I wouldn't know about that, I only took a glance at Erlang, didn't really like
the syntax but Elixir seems really pretty (Rubyist speaking of course ;)). I'm
also a bit put off by how Erlang has distributedness integrated in its
language, I didn't really try it out so take this with a grain of salt, but I
have the feeling that it makes it more of a domain specific language, and it
perhaps would be in the way of generic programming. I also had to deal a lot
with a misbehaving RabbitMQ at work, so I might have channeled my incompetence
into a opinion of Erlang :P

> What has given you grief on the Haskell side?

Well, both web projects I did using the Scotty framework, which I adore. The
first was a web adaptation of a school project, you can take a look here[0], I
like that a lot. But the second project was a docker container provisioning
tool, and it had to do a bunch of stream processing and such.
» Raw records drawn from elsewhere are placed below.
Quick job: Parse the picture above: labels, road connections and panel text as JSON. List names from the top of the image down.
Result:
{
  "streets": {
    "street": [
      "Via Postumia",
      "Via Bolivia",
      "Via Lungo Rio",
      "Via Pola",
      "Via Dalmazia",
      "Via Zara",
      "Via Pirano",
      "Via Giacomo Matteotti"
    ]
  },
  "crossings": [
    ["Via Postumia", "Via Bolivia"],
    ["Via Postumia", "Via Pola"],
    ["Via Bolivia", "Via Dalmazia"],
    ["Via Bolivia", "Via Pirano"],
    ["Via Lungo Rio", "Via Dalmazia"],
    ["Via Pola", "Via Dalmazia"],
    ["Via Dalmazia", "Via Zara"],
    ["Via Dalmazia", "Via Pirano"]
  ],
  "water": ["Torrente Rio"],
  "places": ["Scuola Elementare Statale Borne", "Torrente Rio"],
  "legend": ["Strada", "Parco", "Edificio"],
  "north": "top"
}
It's not that
the libraries are bad, but there's a lot of research being done and there's 5
different popular I/O stream libraries, with various amounts of super high
level abstractions, it just slowed me down a lot having to research all of it
and dealing with some really high level Haskell.
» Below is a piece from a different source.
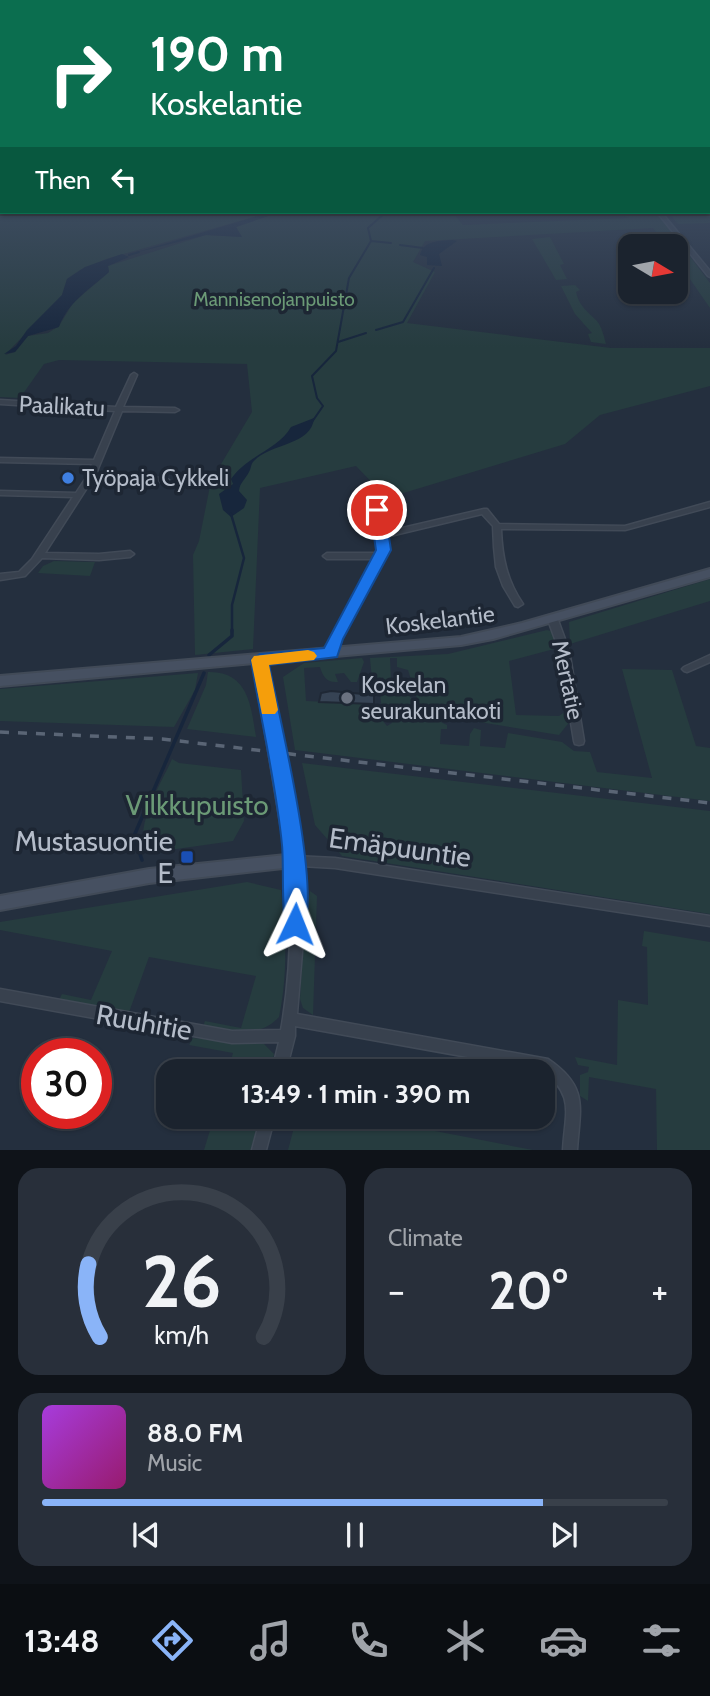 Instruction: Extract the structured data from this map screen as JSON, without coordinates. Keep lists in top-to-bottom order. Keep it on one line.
{"streets":{"main road":["Koskelantie","Emäpuuntie"],"street":["Paalikatu","Mertatie","Ruuhitie"]},"crossings":[["Koskelantie","Mertatie"]],"parks":["Mannisenojanpuisto","Vilkkupuisto"],"places":{"other":["Työpaja Cykkeli","Koskelan seurakuntakoti"],"transit":["Mustasuontie E"]},"north":"right","page":{"turn":["190 m","Koskelantie"],"then":"Then","limit":"30","trip":"13:49 · 1 min · 390 m","tile":"Climate","heat":["−","20°","+"],"song":["88.0 FM","Music"],"tabs":"13:48","gauge":["26","km/h"]}}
That's one down side of Haskell. There's an easy way to do things, with nice
pure functions and a I/O monad here and there. And there's the hard way of
Haskell with monad transformers and generic type classes and what have you.
You can easily avoid the hard stuff, but if you get sucked in you'll feel like
a total dumbass and it'll cost you time and motivation :P

> If nothing else, this conversation was well worth it just for that...thanks
> :)

No problem, thanks for making me back up my ludicrous opinions ;)

0]
[https://github.com/tinco/Ergo/blob/master/scotty.hs](https://github.com/tinco/Ergo/blob/master/scotty.hs)

------
lifo
As someone who's done the bulk of the work for Action Cable, I wanted to clear
the confusion re: cable and eventmachine. Cable is currently using
EventMachine because it uses faye-websocket for dealing with websockets. And
Faye is one of the very few well maintained ruby library dealing with
websockets.

And in fact, Action Cable uses Celluloid threadpool to run all the application
code in threads. So the model is a combination of EventMachine + Threads.

There's absolutely no reason it can't use Threads + Celluloid all the way. But
building on top of Faye was the simplest way to get things up and running.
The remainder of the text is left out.